In a terse statement Friday published by state-controlled media, the Union Election Commission called on the Nobel laureate's National League for Democracy party to call the country the "Republic of the Union of Myanmar."
That name was adopted more than two decades ago by the military junta that ruled the country until last year. The name "Myanmar" was also enshrined in the country's 2008 constitution, which was written under junta supervision.
Aung San Suu Kyi and the NLD party have vigorously opposed the name change, with officials arguing that the country has for centuries been referred to as Burma in English. NLD legal adviser Nyan Win said that English-language references to "Burma" are not against the law.
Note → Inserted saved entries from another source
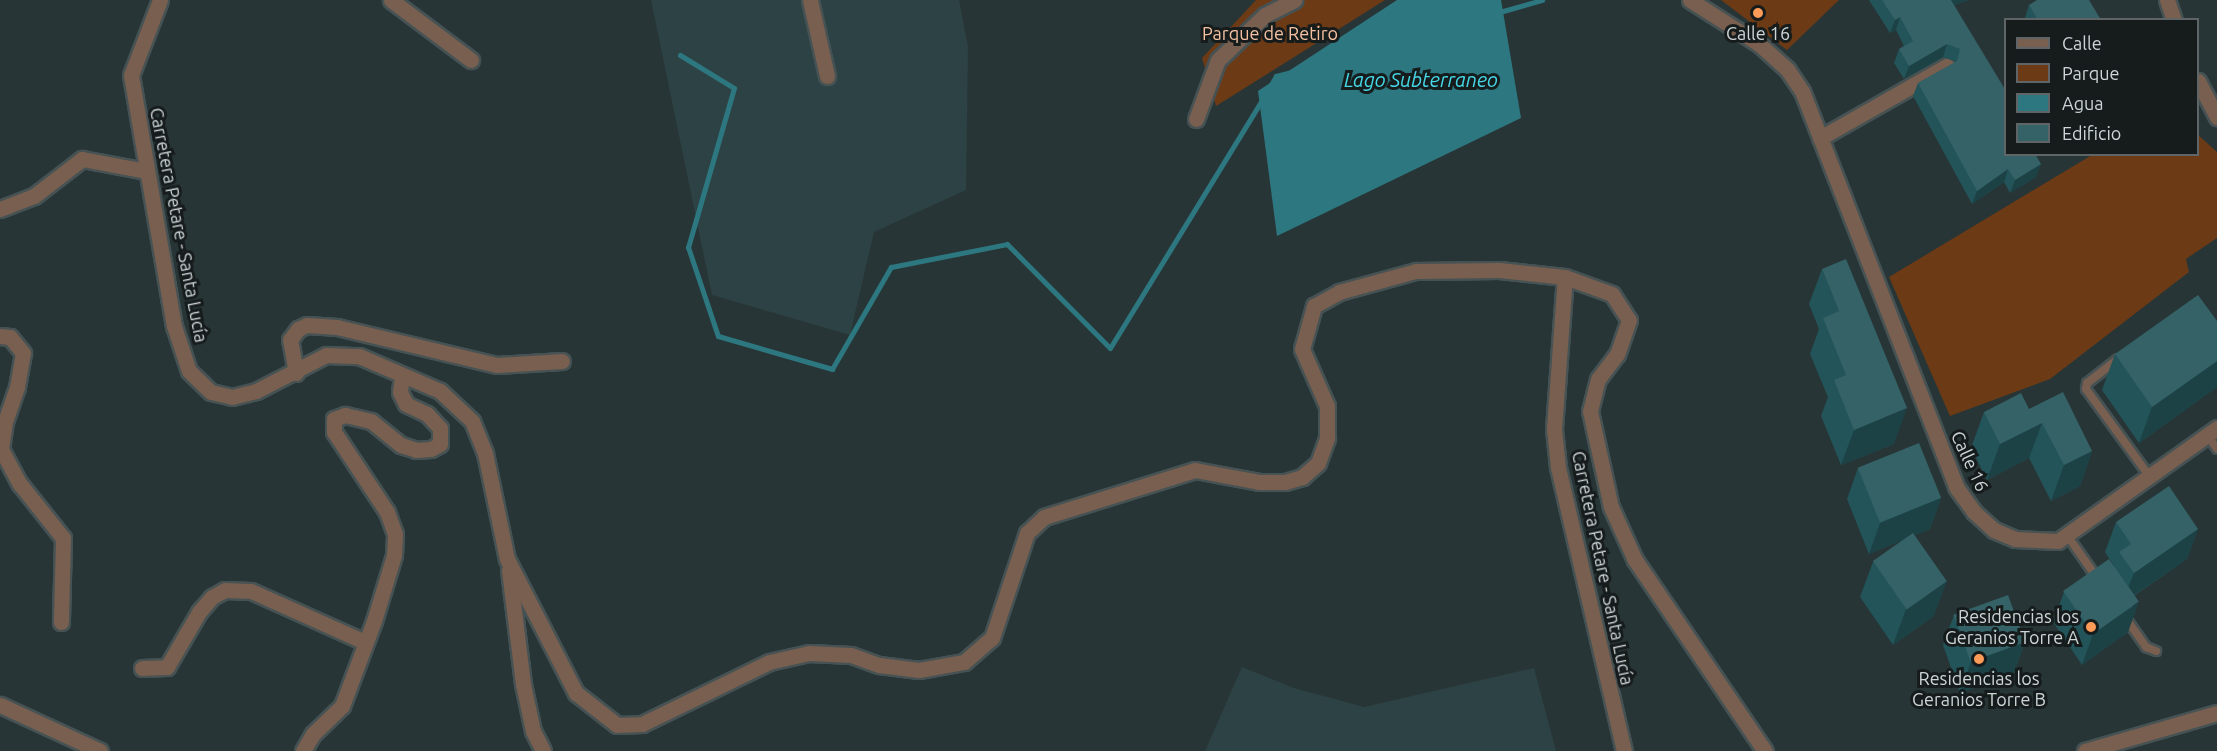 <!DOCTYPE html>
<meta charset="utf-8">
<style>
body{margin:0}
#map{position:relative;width:2217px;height:751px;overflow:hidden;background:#283536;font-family:Ubuntu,sans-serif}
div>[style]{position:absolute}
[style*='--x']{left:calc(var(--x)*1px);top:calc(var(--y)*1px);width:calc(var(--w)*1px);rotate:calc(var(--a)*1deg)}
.built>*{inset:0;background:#2d4244}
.green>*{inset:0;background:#6c3a15}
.water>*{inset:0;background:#2d7880}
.stream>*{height:5px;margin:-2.5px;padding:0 2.5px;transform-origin:2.5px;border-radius:2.5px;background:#2d7880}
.roads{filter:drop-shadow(2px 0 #465253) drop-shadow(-2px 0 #465253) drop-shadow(0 2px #465253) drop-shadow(0 -2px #465253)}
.service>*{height:8px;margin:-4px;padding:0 4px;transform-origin:4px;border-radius:4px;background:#785f4f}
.minor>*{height:15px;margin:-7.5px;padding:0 7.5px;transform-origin:7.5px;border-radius:7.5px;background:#785f4f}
.tertiary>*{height:15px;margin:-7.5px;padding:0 7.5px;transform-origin:7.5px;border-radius:7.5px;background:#785f4f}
.wall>*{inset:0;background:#225459}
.shaded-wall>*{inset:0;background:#1d4246}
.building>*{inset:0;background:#346267;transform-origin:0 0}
.dots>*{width:16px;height:16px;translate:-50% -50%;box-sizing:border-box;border:3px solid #161b1c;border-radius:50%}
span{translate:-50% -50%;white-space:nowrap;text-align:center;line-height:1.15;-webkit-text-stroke:6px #161b1c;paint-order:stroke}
.park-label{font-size:18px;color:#f4c1a1}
.poi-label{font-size:18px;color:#cdd5d6}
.right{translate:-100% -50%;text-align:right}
.street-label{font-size:18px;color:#cdd5d6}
.water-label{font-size:20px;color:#46d8e7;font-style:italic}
.legend{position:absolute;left:2004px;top:18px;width:195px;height:138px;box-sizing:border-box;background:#161b1c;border:2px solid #5f6566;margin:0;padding:8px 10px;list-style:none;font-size:18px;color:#cdd5d6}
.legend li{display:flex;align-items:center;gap:12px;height:30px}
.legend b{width:30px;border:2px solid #5f6566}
</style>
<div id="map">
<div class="built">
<div style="clip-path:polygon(651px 0,959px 0,968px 47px,966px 190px,874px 232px,850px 335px,712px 295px)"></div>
<div style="clip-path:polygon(1242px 667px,1294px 688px,1364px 707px,1534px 668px,1556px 751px,1205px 751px)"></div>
</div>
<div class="green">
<div style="clip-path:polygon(1256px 0,1385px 0,1216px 106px,1202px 58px)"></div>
<div style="clip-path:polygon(1721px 0,1839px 0,1787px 50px)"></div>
<div style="clip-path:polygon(2198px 135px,2217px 152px,2217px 238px,2186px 259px,2189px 272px,2050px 379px,1950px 416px,1889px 277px,2092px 155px,2198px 154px)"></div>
</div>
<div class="water">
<div style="clip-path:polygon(1397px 0,1501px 0,1521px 118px,1277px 236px,1258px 91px)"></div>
</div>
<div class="stream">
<div style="--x:1496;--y:13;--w:48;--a:-15.8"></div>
<div style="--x:680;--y:55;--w:63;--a:31.4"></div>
<div style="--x:734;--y:88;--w:166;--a:106.1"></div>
<div style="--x:688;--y:247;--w:94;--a:71.4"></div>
<div style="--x:718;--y:336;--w:119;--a:16.1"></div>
<div style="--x:832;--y:369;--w:118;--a:-60"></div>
<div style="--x:891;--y:267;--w:118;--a:-11.2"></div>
<div style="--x:1007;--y:244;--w:146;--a:45.3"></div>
<div style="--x:1110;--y:348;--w:293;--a:-58.5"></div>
<div style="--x:1269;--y:88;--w:14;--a:-60"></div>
<div style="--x:1276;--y:76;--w:16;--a:-15"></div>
</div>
<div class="roads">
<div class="service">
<div style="--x:2118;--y:359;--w:39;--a:142"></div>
<div style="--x:2087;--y:383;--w:6;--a:99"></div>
<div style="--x:2086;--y:389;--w:109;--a:54"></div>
<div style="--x:2207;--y:435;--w:17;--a:54"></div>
<div style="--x:2067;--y:535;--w:52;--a:55.1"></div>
<div style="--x:2125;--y:617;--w:37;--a:55"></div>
<div style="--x:2146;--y:647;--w:11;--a:22"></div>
</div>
<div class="minor">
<div style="--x:160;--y:0;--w:80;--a:111.1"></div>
<div style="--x:131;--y:75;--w:255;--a:80.3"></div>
<div style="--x:174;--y:326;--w:47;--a:71.6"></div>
<div style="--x:189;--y:371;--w:30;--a:44"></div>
<div style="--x:211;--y:392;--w:22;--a:13"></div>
<div style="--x:232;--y:397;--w:25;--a:-14"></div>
<div style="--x:256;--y:391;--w:79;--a:-27.2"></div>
<div style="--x:326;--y:355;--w:33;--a:2"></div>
<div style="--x:359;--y:356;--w:88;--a:23.4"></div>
<div style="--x:440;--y:391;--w:44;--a:43.2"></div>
<div style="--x:472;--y:421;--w:35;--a:68"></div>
<div style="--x:485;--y:453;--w:108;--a:78.3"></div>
<div style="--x:507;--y:559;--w:151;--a:62.8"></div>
<div style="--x:576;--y:693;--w:52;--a:38"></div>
<div style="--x:617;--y:725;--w:25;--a:-2"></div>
<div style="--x:642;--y:724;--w:141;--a:-26"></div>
<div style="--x:769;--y:662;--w:41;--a:-12.7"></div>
<div style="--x:809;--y:653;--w:42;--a:2.7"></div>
<div style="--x:851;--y:655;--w:30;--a:20"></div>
<div style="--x:879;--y:665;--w:40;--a:7.1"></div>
<div style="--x:919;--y:670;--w:46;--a:-10.1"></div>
<div style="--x:964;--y:662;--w:37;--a:-41"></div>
<div style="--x:992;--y:638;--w:111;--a:-71.6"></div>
<div style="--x:1027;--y:533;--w:23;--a:-43"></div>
<div style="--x:1044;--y:517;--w:158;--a:-17.3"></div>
<div style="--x:1195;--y:470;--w:65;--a:10.6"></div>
<div style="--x:1259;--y:482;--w:26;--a:0"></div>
<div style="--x:1285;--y:482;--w:18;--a:-16"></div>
<div style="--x:1302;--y:477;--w:21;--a:-41"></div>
<div style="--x:1318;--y:463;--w:27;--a:-70"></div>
<div style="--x:1327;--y:438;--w:32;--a:-90"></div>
<div style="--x:1327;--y:406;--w:62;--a:-113.7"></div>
<div style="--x:1302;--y:349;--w:45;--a:-74.4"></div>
<div style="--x:1314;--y:306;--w:29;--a:-29"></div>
<div style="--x:1339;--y:292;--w:80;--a:-15.3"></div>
<div style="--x:1416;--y:271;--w:83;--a:-0.7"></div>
<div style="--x:1499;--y:270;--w:66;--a:6.1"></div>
<div style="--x:391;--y:0;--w:100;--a:36.9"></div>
<div style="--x:810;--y:0;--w:78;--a:77.4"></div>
<div style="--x:1690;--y:0;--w:82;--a:32.5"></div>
<div style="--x:1759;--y:44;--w:38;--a:42"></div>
<div style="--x:1787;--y:69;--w:27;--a:56"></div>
<div style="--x:1802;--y:91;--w:425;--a:68.7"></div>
<div style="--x:1956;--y:487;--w:31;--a:54"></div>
<div style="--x:1974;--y:512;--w:27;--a:42"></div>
<div style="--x:1994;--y:530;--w:23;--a:23"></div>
<div style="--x:2015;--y:539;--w:43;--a:2.7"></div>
<div style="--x:2058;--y:541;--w:195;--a:-35.4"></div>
<div style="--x:1196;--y:119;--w:63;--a:-69.6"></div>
<div style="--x:1218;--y:60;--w:65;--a:-43.8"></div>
<div style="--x:1265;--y:15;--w:33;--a:-27"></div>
<div style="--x:1820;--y:138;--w:146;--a:-29.6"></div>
<div style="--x:0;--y:209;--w:36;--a:-21"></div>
<div style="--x:34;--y:196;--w:61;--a:-37.6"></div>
<div style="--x:82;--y:159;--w:66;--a:10.5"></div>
<div style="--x:0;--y:336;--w:10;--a:6"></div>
<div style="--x:10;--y:337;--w:21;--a:51"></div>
<div style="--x:23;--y:353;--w:35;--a:100"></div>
<div style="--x:17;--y:387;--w:36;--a:109"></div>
<div style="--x:5;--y:421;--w:28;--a:98"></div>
<div style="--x:1;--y:449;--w:40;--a:62"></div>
<div style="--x:20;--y:484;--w:69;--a:51.5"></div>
<div style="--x:63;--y:538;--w:84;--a:91.4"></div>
<div style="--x:296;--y:373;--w:34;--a:-100"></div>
<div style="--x:290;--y:340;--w:14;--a:-54"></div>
<div style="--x:298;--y:329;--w:10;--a:-24"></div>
<div style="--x:307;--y:325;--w:30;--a:4"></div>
<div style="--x:337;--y:327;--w:164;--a:13.4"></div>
<div style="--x:497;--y:365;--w:65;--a:-3.5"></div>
<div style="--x:509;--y:570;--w:115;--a:83"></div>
<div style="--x:523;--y:684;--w:48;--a:78"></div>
<div style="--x:533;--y:731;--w:22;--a:63"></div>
<div style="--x:142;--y:668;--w:25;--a:-2"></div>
<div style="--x:167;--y:667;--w:64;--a:-59.8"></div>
<div style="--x:199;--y:612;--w:20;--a:-49"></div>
<div style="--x:212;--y:597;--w:15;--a:-28"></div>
<div style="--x:225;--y:590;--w:26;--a:2"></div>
<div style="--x:251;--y:591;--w:125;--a:24.1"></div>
<div style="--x:0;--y:705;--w:110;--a:24.7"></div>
<div style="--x:303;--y:751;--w:20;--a:-60"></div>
<div style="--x:313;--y:734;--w:40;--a:-44"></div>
<div style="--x:342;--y:706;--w:91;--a:-69.4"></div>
<div style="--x:374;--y:621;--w:69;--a:-73.1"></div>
<div style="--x:394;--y:555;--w:21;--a:-87"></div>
<div style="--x:395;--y:534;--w:23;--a:-110"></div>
<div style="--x:387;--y:512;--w:96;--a:-123.5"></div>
<div style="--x:334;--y:432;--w:13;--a:-90"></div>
<div style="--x:334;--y:419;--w:12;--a:-20"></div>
<div style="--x:345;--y:415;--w:27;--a:13"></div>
<div style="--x:371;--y:421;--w:38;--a:39"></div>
<div style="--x:401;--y:445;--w:16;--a:18"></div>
<div style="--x:416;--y:450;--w:15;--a:-4"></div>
<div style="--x:431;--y:449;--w:10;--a:-29"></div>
<div style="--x:440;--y:444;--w:16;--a:-90"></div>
<div style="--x:440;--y:428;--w:19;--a:-133"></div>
<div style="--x:427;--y:414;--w:23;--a:-155"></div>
<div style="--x:406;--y:404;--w:13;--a:-117"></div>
<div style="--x:400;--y:392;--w:17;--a:-83"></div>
</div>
<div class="tertiary">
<div style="--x:2167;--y:0;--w:21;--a:71"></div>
<div style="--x:2198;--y:81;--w:41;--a:62.2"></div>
<div style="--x:1624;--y:751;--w:292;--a:-103.1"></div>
<div style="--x:1558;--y:467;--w:38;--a:-96"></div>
<div style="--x:1554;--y:429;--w:152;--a:-85.9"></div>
<div style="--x:1565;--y:277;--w:50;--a:19.9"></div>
<div style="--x:1612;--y:294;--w:31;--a:57"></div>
<div style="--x:1629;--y:320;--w:36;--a:109"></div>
<div style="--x:1617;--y:354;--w:31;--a:127"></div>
<div style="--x:1598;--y:379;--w:33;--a:104"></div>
<div style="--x:1590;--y:411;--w:98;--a:77.7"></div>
<div style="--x:1611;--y:507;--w:58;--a:65.6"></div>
<div style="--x:1635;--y:560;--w:231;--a:55.8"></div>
<div style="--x:2085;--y:751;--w:137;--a:-16.1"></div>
</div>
</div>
<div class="wall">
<div style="clip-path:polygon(1869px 0,1969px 0,1954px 5px,2006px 154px,2041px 164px,2036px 177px,2010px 193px,2004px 182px,1972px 204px,1913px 96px,1918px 83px,1956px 62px,1943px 57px,1904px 79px,1894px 63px,1899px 49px,1904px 46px,1896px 30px,1890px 33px)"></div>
<div style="clip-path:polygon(2029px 5px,2101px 20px,2025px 20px,2025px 18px)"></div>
<div style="clip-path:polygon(1822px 269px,1894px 444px,1841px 465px,1821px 416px,1828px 397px,1810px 354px,1819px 329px,1809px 304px)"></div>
<div style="clip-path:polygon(2217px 321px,2217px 387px,2139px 443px,2102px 390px,2115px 354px)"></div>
<div style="clip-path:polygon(2029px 409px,2092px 451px,2080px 486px,2051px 501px,2029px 458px,1987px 480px,1971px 448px,1984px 412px)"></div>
<div style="clip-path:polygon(1858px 468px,1941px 498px,1930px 529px,1915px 535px,1934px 616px,1893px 645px,1860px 597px,1873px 562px,1904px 539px,1869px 554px,1847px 499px)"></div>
<div style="clip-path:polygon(2116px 522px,2198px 529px,2187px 559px,2135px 595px,2128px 632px,2082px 665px,2053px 622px,2064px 592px,2114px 566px,2105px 552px)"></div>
<div style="clip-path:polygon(1954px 615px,2025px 642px,2014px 673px,1960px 693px,1943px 645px)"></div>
</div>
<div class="shaded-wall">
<div style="clip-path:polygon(1947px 0,1969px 0,1944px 9px)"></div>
<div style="clip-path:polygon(1900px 17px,1896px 30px,1890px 33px,1895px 20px)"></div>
<div style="clip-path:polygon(1947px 44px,1943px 57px,1904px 79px,1909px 66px)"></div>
<div style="clip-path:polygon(2041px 164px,2036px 177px,2010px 193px,2015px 180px)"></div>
<div style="clip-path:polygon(2008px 169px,2004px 182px,1972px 204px,1977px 191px)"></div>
<div style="clip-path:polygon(2217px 361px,2217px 387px,2139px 443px,2152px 407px)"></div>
<div style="clip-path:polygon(1907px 408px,1894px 444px,1841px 465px,1854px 430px)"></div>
<div style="clip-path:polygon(2042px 423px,2029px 458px,1987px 480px,2000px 444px)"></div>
<div style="clip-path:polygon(2092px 451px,2080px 486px,2051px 501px,2064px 465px)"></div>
<div style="clip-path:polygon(1941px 498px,1930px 529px,1869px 554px,1880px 523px)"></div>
<div style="clip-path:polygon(2198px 529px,2187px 559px,2122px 603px,2134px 573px)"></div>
<div style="clip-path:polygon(1947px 581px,1934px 616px,1893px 645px,1906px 609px)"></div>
<div style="clip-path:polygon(2139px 602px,2128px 632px,2082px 665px,2093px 634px)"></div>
<div style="clip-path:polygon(2025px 642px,2014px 673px,1960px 693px,1971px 662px)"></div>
</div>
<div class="building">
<div style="clip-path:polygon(1882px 0,1951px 0,2006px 91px,2006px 98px,2004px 99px,2006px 101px,2006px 154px,2035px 154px,2041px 164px,2015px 180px,2008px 169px,1977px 191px,1918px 83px,1957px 61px,1960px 49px,1947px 44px,1909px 66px,1899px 49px,1913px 41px,1900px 17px,1895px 20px)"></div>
<div style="clip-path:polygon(2037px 0,2089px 0,2101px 20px,2038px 20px,2029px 5px)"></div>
<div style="clip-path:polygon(1846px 259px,1907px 408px,1854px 430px,1834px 380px,1846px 375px,1823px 318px,1839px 311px,1822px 269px)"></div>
<div style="clip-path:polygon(2198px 295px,2217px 321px,2217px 361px,2152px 407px,2115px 354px)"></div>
<div style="clip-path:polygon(2063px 392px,2092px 451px,2064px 465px,2042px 423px,2000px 444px,1984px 412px,2021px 393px,2029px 409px)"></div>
<div style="left:1919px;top:443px;width:59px;height:66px;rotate:68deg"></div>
<div style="clip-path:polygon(2169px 486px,2198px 529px,2134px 573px,2119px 552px,2131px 544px,2116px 522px)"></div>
<div style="left:1913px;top:533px;width:59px;height:49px;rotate:55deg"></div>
<div style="left:2109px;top:559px;width:52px;height:56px;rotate:55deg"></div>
<div style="left:2008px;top:595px;width:50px;height:58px;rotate:70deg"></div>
</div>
<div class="dots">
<div style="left:1758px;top:13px;background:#fe9b58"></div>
<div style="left:2091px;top:627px;background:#fe9b58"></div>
<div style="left:1979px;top:659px;background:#fe9b58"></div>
</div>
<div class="park-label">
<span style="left:1270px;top:33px">Parque de Retiro</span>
</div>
<div class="poi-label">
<span style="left:1758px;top:33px">Calle 16</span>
<span class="right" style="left:2079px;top:627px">Residencias los<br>Geranios Torre A</span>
<span style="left:1979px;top:689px">Residencias los<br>Geranios Torre B</span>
</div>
<div class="street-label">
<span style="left:179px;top:225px;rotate:79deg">Carretera Petare - Santa Lucía</span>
<span style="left:1970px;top:461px;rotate:65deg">Calle 16</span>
<span style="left:1603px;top:568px;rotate:78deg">Carretera Petare - Santa Lucía</span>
</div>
<div class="water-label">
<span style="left:1421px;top:79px">Lago Subterraneo</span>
</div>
<ul class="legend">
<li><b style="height:8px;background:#785f4f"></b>Calle</li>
<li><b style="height:16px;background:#6c3a15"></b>Parque</li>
<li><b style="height:16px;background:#2d7880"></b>Agua</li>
<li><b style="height:16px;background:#346267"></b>Edificio</li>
</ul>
</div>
Nyan Win noted the Burmese-language version of the constitution does call the country Myanmar, but the English version does not.
The NLD adviser said the existing English-language constitution is not an "authentic translation." As he put it, "We don't even know who translated it into English."
Another senior NLD official, Win Tin, was more blunt.
He said the official warning shows that Burma's government "is just trying to restrict ... and harass" the National League for Democracy.
Aung San Suu Kyi has not commented on the warning. She was scheduled to return home late Friday from a two-week tour of Europe, where she frequently referred to her homeland as Burma while speaking in English.
Global leaders remain split on the name controversy, which is gaining strength as Burma begins implementing democratic reforms while emerging from decades of diplomatic and economic isolation.
U.S. officials, siding with Aung San Suu Kyi, argue that the name Myanmar was decreed by military rulers and has never been approved either by popular referendum or a democratically elected government. Former colonial power Britain also refers to the country as Burma.